Что делать? Мир растворяется от жары, а музыка, которая звучит из динамиков, полна такой осенней тоски, такого молящего голоса, что хочется бросить все и бежать под небеса, где нет такого яркого солнца и где дождь прогуливается степенно по бульварам и проспектам.

Где-то играет лютня, полотняные звуки издавая, и голоса ангелов сливаются в хор, которому нет конца, – песня идет из сердца, из нутра, из крови.

Боже, даруй мне счастье, Боже, пошли мне удачу, Боже, я так хочу, чтобы мир очнулся и прозрел, и понял, что если и есть что-то на свете, так эта мелодия, зовущая в никуда, этот голос давно забытого певца, возникающий из прошлого, из толщи времени, прощай, милый, я никогда не думала, что мы расстанемся…»

Вот и все, что Ясмин набросала спросонок на вырванном из блокнота листочке, хотела на следующий день выкинуть написанное, но слова приковали к себе, не давали покоя. И тогда – внезапно – она вспомнила, как года три назад услышала от подруги страшную историю о поразившей ее болезни.

– Ты представляешь, – говорила подруга, усмехаясь, – это случилось внезапно, будто меня подстерег кто-то, я писала какое-то глупое письмо и вдруг запнулась, запнулась на слове «если»… Сидела и думала, как же писать правильно – «есле» или «если»… И так, ни к чему не придя, полезла в Инет, нашла то, что нужно, успокоилась, пришла в себя. Но болезнь не отступила, спряталась и, не спрашивая, время от времени вводила в ступор, наносила очередной удар, дара слова лишая, дара смысла и дара речи.

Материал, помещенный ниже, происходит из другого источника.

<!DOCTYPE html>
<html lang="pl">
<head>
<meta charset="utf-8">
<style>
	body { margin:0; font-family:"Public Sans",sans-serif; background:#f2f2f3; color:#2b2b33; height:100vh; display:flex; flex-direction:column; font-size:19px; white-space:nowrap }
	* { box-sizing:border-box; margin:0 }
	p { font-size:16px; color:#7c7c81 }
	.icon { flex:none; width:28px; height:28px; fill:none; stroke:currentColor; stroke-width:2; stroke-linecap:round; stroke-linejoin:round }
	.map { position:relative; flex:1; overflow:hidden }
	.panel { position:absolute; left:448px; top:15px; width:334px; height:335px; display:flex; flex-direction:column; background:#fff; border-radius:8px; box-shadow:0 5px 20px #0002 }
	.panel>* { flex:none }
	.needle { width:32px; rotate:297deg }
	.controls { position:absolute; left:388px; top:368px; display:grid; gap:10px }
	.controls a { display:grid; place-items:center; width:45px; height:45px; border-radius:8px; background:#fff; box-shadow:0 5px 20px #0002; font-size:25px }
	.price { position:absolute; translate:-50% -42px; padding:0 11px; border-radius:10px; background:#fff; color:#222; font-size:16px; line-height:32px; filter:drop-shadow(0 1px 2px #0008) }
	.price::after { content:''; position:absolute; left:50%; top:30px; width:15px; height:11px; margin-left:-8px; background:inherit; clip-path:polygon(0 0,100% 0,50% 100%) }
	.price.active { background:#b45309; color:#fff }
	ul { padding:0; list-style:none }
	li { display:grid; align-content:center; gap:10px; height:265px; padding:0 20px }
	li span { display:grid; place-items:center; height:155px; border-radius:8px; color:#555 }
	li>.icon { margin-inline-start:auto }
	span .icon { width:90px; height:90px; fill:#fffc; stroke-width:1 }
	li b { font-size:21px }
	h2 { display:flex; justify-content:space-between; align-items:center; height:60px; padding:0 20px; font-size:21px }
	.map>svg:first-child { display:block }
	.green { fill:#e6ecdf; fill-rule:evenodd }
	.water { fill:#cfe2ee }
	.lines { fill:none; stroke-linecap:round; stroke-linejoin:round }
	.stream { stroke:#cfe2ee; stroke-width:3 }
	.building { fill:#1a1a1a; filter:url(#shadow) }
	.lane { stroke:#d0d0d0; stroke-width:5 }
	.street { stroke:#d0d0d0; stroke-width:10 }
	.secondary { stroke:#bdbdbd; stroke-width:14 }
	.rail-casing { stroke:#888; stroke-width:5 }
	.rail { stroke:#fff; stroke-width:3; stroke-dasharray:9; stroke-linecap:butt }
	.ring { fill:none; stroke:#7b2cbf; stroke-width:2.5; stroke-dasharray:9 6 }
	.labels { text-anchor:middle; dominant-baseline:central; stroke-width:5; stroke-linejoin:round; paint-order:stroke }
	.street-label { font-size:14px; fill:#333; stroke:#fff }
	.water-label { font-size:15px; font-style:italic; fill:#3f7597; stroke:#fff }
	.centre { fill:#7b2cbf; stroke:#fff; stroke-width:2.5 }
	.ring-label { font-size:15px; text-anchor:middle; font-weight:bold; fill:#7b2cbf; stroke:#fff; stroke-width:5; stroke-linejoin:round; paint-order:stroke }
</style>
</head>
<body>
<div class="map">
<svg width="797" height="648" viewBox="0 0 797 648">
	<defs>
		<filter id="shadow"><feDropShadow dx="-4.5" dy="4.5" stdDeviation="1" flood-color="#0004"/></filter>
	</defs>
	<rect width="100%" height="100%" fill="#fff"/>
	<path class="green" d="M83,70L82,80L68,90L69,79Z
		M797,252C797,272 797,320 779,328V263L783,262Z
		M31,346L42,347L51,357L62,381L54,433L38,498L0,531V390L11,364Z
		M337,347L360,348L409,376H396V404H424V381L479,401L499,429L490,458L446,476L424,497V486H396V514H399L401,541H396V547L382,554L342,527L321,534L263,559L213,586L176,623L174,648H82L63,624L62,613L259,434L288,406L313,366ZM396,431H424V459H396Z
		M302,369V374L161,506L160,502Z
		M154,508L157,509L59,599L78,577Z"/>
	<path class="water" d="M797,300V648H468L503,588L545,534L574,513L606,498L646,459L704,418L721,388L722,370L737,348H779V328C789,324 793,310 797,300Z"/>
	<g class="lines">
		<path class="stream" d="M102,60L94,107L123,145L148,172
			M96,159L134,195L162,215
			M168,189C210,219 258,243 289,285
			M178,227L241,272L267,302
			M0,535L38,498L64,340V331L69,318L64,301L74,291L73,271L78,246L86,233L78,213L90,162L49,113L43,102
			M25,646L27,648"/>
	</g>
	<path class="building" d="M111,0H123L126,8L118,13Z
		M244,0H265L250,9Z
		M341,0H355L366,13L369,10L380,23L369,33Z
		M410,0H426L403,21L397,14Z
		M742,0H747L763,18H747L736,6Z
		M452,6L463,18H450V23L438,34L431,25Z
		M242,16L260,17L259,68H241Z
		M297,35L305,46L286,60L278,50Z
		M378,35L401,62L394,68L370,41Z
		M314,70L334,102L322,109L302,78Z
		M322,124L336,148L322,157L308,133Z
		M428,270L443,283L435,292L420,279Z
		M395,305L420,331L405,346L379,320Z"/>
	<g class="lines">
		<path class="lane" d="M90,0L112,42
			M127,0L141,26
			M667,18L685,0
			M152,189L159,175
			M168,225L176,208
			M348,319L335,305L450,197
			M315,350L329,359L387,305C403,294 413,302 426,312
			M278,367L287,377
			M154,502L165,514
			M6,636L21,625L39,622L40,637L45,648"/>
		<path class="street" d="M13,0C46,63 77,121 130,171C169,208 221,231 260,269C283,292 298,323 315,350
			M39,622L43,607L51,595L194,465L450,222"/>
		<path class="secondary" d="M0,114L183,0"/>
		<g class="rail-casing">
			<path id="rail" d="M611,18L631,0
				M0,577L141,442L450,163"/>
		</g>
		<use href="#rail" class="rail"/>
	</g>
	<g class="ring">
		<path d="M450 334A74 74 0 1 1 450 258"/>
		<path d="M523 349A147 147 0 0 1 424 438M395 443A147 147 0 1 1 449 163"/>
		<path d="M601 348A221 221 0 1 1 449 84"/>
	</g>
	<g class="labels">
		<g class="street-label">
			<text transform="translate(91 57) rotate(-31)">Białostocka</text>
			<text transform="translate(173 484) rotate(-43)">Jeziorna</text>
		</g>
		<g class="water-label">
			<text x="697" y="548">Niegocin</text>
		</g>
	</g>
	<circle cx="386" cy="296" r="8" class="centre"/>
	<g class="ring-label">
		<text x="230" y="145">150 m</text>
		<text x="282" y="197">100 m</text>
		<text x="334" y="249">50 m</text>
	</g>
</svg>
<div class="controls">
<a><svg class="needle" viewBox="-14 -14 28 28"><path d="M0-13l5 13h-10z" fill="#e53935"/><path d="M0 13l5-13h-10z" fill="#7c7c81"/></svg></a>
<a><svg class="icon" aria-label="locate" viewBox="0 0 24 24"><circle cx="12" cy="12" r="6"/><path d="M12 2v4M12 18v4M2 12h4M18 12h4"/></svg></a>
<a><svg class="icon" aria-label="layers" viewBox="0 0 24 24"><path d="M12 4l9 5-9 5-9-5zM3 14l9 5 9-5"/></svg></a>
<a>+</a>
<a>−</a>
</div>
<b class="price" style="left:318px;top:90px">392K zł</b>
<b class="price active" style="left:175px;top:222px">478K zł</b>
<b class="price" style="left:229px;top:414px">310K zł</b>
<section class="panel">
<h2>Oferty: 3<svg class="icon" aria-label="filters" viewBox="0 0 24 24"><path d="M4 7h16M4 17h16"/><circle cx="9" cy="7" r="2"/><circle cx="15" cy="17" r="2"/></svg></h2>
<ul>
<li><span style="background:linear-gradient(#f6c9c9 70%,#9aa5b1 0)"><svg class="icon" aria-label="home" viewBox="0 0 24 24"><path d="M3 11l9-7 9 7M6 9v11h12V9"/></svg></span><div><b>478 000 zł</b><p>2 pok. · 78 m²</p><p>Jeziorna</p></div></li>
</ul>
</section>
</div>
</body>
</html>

Сознание требовало прорыва, ясности, сознание судорожно цеплялось за ускользающие ассоциации, карабкаясь по ним, как по ветвям.

Подруга помолчала и засмеялась:

– Болезнь бессловесности.

И Ясмин засмеялась вместе с ней, и они обе смеялись весело и задорно.

Но на следующий же день Ясмин неожиданно для себя стала мучительно задумываться над самыми простыми словами…

– Ты же так была довольна жизнью? Ну чего тебе не хватает? – спросила как-то подруга, так и не излечившаяся от недуга.

– Да всего мне хватает! – поморщилась Ясмин. – Я просто устала и расклеилась! Нужен отпуск для упорядочивания всяких обрывков или смена рода деятельности…

– Поищи новизны на работе, – посоветовала собеседница, – найди какой-нибудь новый проект, выйди на какого-нибудь нового клиента…

– А если ничего этого уже не хочется? Если нет энтузиазма и мотивации? Все надоело и утомило, все скучно и циклично, знакомо до икотки и довольно противно? Хочется уйти на покой, не видеть воинствующих дураков и заниматься только своим красавцем-мерином. С ним ничего не нужно решать, с ним тепло и спокойно!

– А ты уверена, что тебе действительно с ним тепло и спокойно? – осторожно поинтересовалась подруга.

– А с кем еще мне должно быть спокойно? – вскинулась Ясмин. Затем, закончив разговор, вызвала к себе секретаршу и сказала:

– Значит, так, если меня будут спрашивать, я ушла по делам, вернусь на работу только завтра.

Секретарша удивленно пожала плечами: она привыкла, что Ясмин обычно сидит в своем кабинете до позднего вечера.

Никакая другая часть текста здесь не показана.